Session Reliability, Frozen Screens and The Hourglass of Death

Introduction

I’ll start by saying I should have probably published this article a long time ago. But I didn’t because I usually only get this question about twice a year…and it was easy enough to dig up the last email from my archives and send it to the person who was asking about Session Reliability this time. But then just this past week, I got asked about it twice. And that’s when I take my response “public” and write an article about it. So here it is…the intent of this article is to talk about the Common Gateway Protocol (CGP aka Session Reliability), when it should be enabled, when it should be disabled and why you probably hate staring at hourglasses and frozen screens.

The History of CGP

I always like to understand the history of things in order to understand them better, so I thought a brief trip down memory lane was in order before we dive into CGP. As Jeff Muir describes in his “Two Port ICA” article, we developed CGP over a decade ago when Citrix was originally looking at extending the ICA protocol. Specifically, we needed a way to wrap ICA traffic and maintain the session if a network link fails. As it turns out, network speeds and connections were pretty crappy over 10 years ago and our customers were tired of constantly being disconnected from their session and having to reconnect whenever there was any type of network blip. So we requested a port from IANA, they assigned us 2598, we wrote CGP (and Secure Gateway) and the rest is history.

How CGP Works

The intent of this article is not to explain how CGP or Session Reliability works – we do a pretty good job of explaining how it works in this technote that’s been around for 9 years. So I’d review that article but I’ll also give you the quick version. When the SR feature is enabled, the ICA Client or Receiver tunnels ICA traffic inside CGP via TCP 2598. The infamous “Citrix XTE Service” is the server-side piece of code that acts as the relay, stripping away the CGP layer and then forwarding the ICA traffic to the ICA listener on 1494. The XTE Service is responsible for “buffering” traffic if the network link between the client and XA or XD server is broken or momentarily interrupted. And when the network link is down and we’re buffering traffic, we indicate this to the end-user by showing a SPINNING HOURGLASS or FROZEN SCREEN. (That was probably a mistake on our part but we’re starting to change that now with the latest releases of Receiver by using informative pop-up messages or tooltips – more on that later.) Finally, once the network connection is restored, we stop showing that wonderful “hourglass of death” (as I’ve lovingly called it for years), we flush the buffer and the end user can continue working as normal. So we solve the problem of dropped sessions and having to constantly reconnect if there’s a network blip, but what did we do in the process by enabling CGP? Should you always enable CGP since it’s a DEFAULT setting? Or should it only be used sparingly when it makes sense? What are those scenarios where it makes sense to enable? These are the questions I get most often and what I really want to talk about in this article.

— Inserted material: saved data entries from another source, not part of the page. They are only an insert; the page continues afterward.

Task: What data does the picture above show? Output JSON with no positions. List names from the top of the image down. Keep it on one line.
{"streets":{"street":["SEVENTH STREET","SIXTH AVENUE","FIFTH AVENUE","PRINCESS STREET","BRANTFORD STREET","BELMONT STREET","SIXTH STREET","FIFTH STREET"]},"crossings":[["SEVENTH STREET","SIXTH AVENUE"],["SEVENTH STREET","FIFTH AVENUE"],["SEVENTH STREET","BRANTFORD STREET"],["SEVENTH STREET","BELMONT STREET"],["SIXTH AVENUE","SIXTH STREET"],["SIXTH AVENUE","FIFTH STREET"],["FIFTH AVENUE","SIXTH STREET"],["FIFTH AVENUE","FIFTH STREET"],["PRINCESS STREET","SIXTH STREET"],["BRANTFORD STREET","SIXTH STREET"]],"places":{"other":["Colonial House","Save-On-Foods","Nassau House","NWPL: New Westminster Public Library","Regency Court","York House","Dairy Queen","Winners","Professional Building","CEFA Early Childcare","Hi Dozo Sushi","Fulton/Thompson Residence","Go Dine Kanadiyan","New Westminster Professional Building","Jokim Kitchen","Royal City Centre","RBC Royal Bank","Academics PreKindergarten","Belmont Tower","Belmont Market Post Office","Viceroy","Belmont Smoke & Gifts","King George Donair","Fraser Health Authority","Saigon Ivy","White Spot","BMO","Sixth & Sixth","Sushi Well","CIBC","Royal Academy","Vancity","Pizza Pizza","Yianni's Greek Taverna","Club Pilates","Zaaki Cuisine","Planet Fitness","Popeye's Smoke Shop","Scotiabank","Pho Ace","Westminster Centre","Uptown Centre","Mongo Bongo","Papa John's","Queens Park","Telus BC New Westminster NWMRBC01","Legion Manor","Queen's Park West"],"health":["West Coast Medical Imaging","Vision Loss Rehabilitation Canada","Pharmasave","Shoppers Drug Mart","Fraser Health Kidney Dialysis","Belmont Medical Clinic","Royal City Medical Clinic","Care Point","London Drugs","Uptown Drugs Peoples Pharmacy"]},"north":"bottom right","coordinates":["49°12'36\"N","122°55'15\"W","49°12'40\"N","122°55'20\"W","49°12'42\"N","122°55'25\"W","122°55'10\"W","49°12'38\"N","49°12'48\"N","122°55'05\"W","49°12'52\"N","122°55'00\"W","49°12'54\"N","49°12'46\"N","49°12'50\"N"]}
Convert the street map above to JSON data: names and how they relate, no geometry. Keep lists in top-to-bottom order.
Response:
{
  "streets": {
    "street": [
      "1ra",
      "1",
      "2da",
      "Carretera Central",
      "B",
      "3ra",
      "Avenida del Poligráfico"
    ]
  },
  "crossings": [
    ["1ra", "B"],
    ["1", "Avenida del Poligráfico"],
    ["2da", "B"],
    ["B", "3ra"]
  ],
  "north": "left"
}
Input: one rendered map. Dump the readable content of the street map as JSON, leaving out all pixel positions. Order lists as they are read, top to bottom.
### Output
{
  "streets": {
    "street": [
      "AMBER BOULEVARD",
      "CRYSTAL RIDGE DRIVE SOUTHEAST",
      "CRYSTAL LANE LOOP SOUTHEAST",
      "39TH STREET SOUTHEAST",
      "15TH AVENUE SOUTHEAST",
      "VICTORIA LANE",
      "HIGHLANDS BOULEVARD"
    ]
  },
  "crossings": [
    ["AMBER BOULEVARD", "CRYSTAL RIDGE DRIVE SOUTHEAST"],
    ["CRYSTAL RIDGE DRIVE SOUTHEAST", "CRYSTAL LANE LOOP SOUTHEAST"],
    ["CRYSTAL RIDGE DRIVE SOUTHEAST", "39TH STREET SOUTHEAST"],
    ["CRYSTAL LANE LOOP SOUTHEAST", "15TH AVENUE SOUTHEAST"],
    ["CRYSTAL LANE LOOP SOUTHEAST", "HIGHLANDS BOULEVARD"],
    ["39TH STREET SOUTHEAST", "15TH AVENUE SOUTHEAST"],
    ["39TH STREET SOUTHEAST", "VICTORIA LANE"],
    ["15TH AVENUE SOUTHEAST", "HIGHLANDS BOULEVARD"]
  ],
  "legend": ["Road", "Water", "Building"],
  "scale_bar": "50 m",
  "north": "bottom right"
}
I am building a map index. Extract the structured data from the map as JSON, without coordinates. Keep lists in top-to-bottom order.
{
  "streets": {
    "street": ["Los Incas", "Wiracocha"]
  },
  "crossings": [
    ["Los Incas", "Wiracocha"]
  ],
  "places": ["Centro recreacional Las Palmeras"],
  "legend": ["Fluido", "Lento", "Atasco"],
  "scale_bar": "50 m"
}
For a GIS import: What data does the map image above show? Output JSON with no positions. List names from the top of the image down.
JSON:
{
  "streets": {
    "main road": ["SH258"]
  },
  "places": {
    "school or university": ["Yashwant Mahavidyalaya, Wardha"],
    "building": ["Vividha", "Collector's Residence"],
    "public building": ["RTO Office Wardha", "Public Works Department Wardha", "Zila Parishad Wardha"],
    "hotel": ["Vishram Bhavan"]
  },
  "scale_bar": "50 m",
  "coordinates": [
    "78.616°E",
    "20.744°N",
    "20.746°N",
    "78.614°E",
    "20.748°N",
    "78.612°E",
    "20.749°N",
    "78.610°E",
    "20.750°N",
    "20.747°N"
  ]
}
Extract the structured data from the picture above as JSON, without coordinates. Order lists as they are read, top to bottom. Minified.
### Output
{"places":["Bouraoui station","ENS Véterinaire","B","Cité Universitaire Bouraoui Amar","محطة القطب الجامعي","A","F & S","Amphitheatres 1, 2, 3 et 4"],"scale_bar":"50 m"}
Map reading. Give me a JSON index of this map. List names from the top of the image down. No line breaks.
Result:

Drawbacks of CGP and Why You Might Disable the Feature

Don’t get me wrong – there is a time and place for SR and I’ll talk about those scenarios in a minute. But I’ll also have you know that there are some (largely) undocumented downsides to using SR or enabling CGP. And our Consulting team ends up disabling it (or recommending to disable it) from time to time. Why?

Enabling SR increases network traffic by sending keep-alive packets much more frequently compared to the standard ICA keep-alive feature. My colleague, Brendan Lin, and I are in the process of capturing some Wireshark traces with various Receivers and XA and XD versions and we’ll do a follow-up article once we have all the data. But the last time we took a trace a few years ago, we found that enabling CGP actually sent keep-alives every 4 seconds compared to 60 seconds (default setting of ICA keep-alive). Sure, these keep-alives aren’t huge and that’s not that much extra traffic if you have 100 users. But if you have 5000 users, that can really add up and we’ve seen it be in the Mb range…not Kb range as you might expect. We’ve also seen CGP’s overhead introduce even more reconnect events on high latency networks than with it disabled! I also want to re-iterate that things are changing in the latest versions of Receiver and XD (where we re-wrote the XTE Service), so this network traffic overhead is becoming negligible – stay tuned for Brendan’s follow-up article with more details but we are kind of amazed by the initial results.
The XTE Service consumes additional CPU cycles on the host or workstation when CGP is enabled and especially when it’s “buffering”. I’ve seen several instances where the XTE Service has practically pegged a box by itself, and after looking into it, CGP was the culprit (which leads me to my next bullet). We’ve also published technotes over the last couple years after XD debuted with guidance like “use 2 vCPUs instead of 1 vCPU if CGP/SR is enabled on the VDAs”, etc. The bottom line is it adds a bit of overhead and these extra CPU cycles can lead to decreased scalability and poor performance in certain situations.
Users don’t like pop-ups, hourglasses or frozen screens. 😉 And while I joke around about that, the real point here is that by enabling CGP we often end up masking REAL network problems. I’ve seen people mistakenly set TcpMaxDataRetransmissions too high and it’s almost impossible to detect when CGP is enabled. I’ve also seen “bullet proof” networks with redundant links and multiple ISPs have issues that are ridiculously difficult to troubleshoot or detect when CGP is enabled. The fact of the matter is Citrix often gets a bad name because users complain of “freezing” and they are staring at hourglasses while CGP is kicking in (and working by design!). And most of the time it’s not a Citrix problem at all – it very well might be a REAL network problem that needs to be taken care of. Disabling CGP usually exposes the problem much faster and results in a quick and proper resolution. Thank God we are moving away from frozen screens and spinning wheels to more informative tooltip messages in the latest versions of Receiver!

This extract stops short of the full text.